=== Data under study ===

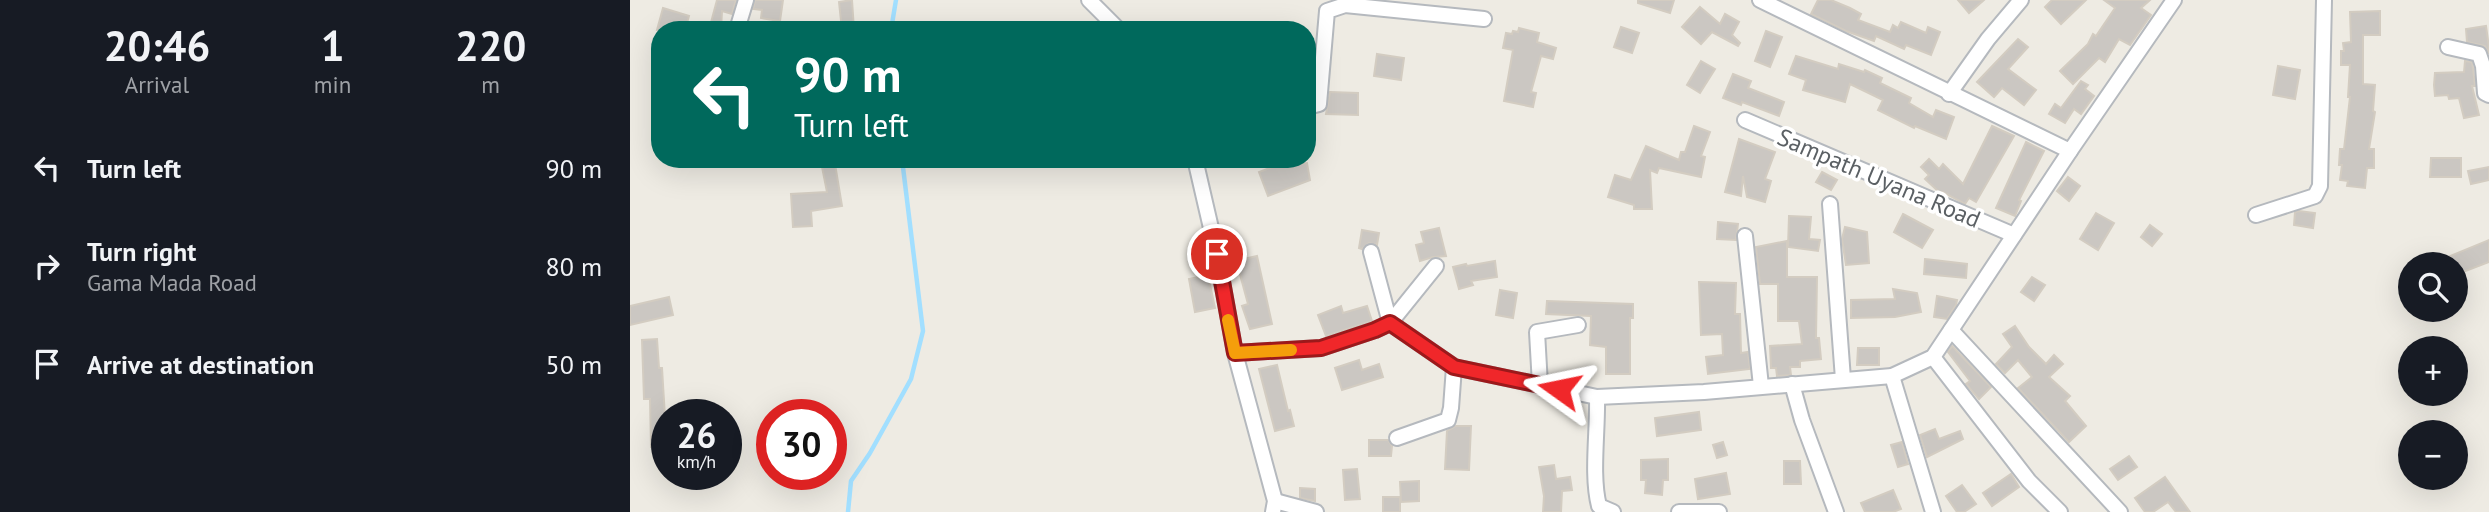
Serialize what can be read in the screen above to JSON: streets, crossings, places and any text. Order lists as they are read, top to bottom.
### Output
{
  "streets": {
    "street": ["Sampath Uyana Road"]
  },
  "page": {
    "eta": [
      "20:46",
      "Arrival",
      "1",
      "min",
      "220",
      "m"
    ],
    "turn": ["90 m", "Turn left"],
    "list": [
      {
        "name": "Turn left",
        "value": "90 m"
      },
      {
        "name": "Turn right",
        "note": "Gama Mada Road",
        "value": "80 m"
      },
      {
        "name": "Arrive at destination",
        "value": "50 m"
      }
    ],
    "map_buttons": ["+", "−"],
    "speed": "26 km/h",
    "limit": "30"
  }
}
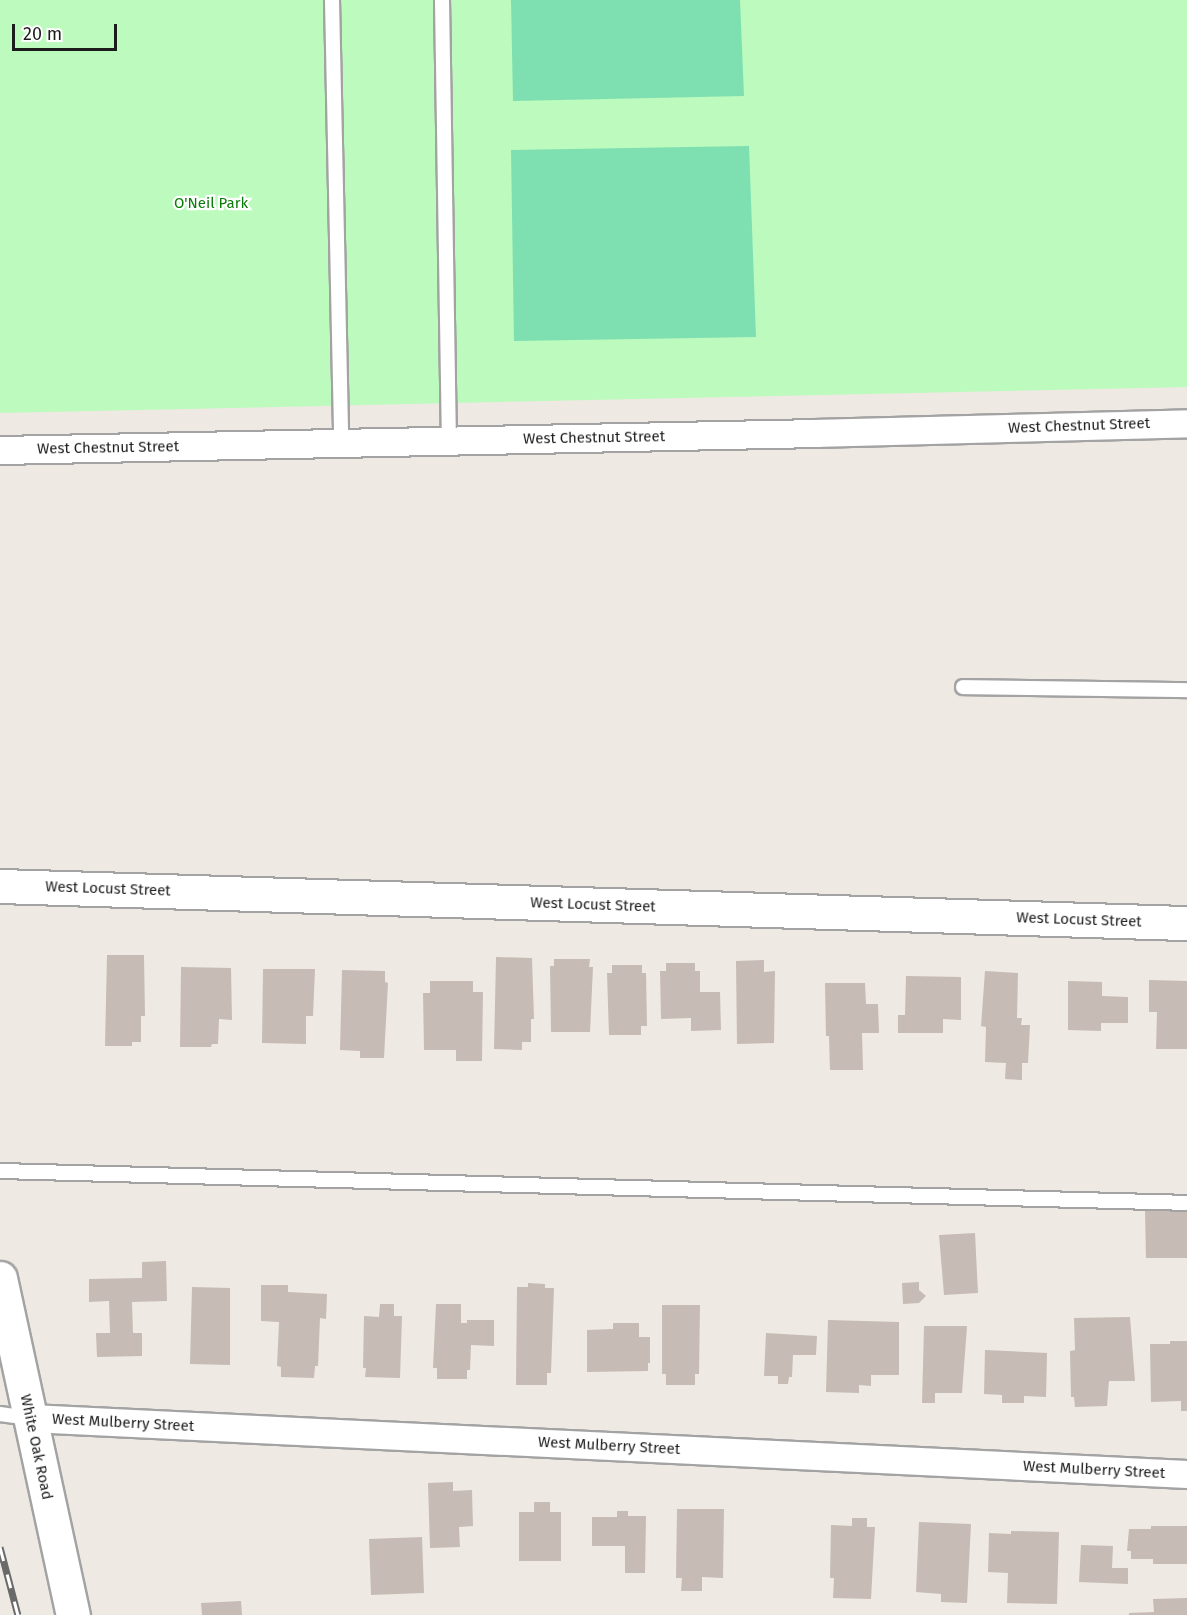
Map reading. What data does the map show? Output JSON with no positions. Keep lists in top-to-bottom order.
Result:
{
  "streets": {
    "street": [
      "West Chestnut Street",
      "West Locust Street",
      "West Mulberry Street",
      "White Oak Road"
    ]
  },
  "crossings": [
    ["West Mulberry Street", "White Oak Road"]
  ],
  "parks": ["O'Neil Park"],
  "scale_bar": "20 m"
}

===

| Assigned task |
Word for word, copy every line of the data, excluding any pictures.

| Result for this task |
Serialize what can be read in the screen above to JSON: streets, crossings, places and any text. Order lists as they are read, top to bottom.
### Output
{
  "streets": {
    "street": ["Sampath Uyana Road"]
  },
  "page": {
    "eta": [
      "20:46",
      "Arrival",
      "1",
      "min",
      "220",
      "m"
    ],
    "turn": ["90 m", "Turn left"],
    "list": [
      {
        "name": "Turn left",
        "value": "90 m"
      },
      {
        "name": "Turn right",
        "note": "Gama Mada Road",
        "value": "80 m"
      },
      {
        "name": "Arrive at destination",
        "value": "50 m"
      }
    ],
    "map_buttons": ["+", "−"],
    "speed": "26 km/h",
    "limit": "30"
  }
}
Map reading. What data does the map show? Output JSON with no positions. Keep lists in top-to-bottom order.
Result:
{
  "streets": {
    "street": [
      "West Chestnut Street",
      "West Locust Street",
      "West Mulberry Street",
      "White Oak Road"
    ]
  },
  "crossings": [
    ["West Mulberry Street", "White Oak Road"]
  ],
  "parks": ["O'Neil Park"],
  "scale_bar": "20 m"
}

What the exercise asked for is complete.